Virtual File System is an interface providing a clearly defined link between the operating system kernel and the different File Systems.
The VFS Structure and file management in VFS:
For management of files, VFS employs an underlying definition for three kinds of objects:
1. inode object
2. file object
3. file system object
Associated with each type of object is a function table which contains the operations that can be performed. The function table basically maintains the addresses of the operational routines. The file objects and inode objects maintain all the access mechanism for each file’s access. To access an inode object the process must obtain a pointer to it from the corresponding file object. The file object maintains from where a certain file is currently being read or written to ensure sequential IO. File objects usually belong to a single process. The inode object maintains such information as the owner, time of file creation and modification.

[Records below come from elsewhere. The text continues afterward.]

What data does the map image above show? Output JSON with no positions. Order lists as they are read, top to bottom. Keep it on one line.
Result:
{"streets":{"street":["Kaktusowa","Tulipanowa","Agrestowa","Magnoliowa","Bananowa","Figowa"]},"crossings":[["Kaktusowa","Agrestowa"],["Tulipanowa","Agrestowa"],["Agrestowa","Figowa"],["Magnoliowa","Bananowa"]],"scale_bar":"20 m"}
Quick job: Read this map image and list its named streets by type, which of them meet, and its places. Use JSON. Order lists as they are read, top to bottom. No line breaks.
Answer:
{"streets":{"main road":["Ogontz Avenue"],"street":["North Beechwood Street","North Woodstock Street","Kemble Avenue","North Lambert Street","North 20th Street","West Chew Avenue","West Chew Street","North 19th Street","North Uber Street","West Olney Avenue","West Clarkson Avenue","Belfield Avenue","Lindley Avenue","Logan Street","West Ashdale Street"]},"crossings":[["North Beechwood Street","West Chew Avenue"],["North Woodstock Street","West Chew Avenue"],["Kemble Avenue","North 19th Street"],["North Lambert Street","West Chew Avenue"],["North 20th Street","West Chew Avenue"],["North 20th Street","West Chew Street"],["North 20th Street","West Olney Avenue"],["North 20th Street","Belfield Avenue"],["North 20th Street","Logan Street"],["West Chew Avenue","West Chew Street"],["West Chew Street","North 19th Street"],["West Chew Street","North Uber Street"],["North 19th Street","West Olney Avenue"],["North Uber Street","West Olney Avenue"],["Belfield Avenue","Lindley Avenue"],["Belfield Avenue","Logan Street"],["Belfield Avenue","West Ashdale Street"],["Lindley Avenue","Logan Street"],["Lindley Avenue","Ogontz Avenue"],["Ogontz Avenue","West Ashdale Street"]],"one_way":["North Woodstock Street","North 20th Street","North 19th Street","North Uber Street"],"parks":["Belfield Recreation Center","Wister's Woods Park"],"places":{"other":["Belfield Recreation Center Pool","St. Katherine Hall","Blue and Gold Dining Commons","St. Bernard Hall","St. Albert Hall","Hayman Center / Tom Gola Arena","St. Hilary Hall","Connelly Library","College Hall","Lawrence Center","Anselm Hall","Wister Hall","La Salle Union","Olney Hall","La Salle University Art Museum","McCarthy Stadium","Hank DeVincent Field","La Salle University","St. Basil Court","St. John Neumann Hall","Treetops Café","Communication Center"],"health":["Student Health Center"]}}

The VFS knows about file-system types supported in the kernel. It uses a table defined during the kernel configuration. Each entry in this table describes filesystem type: it contains the name of the filesystem type and a pointer to a function called during the mount operation. When a file-system is to be mounted, the appropriate mount function is called. This function is responsible for reading the super-block from the disk, initializing its internal variables, and returning a mounted file-system descriptor to the VFS. The VFS functions can use this descriptor to access the physical file-system routines subsequently. A mounted file-system descriptor contains several kinds of data: information that is common to every file-system type, pointers to functions provided by the physical file-system kernel code, and private data maintained by the physical file- system code. The function pointers contained in the file-system descriptors allow the VFS to access the file-system internal routines. Two other types of descriptors are used by the VFS: an inode descriptor and an open file descriptor. Each descriptor contains information related to files in use and a set of operations provided by the physical file- system code. While the inode descriptor contains pointers to functions that can be used to act on any file (e.g. create, unlink), the file descriptors contains pointer to functions which can only act on open files (e.g. read, write).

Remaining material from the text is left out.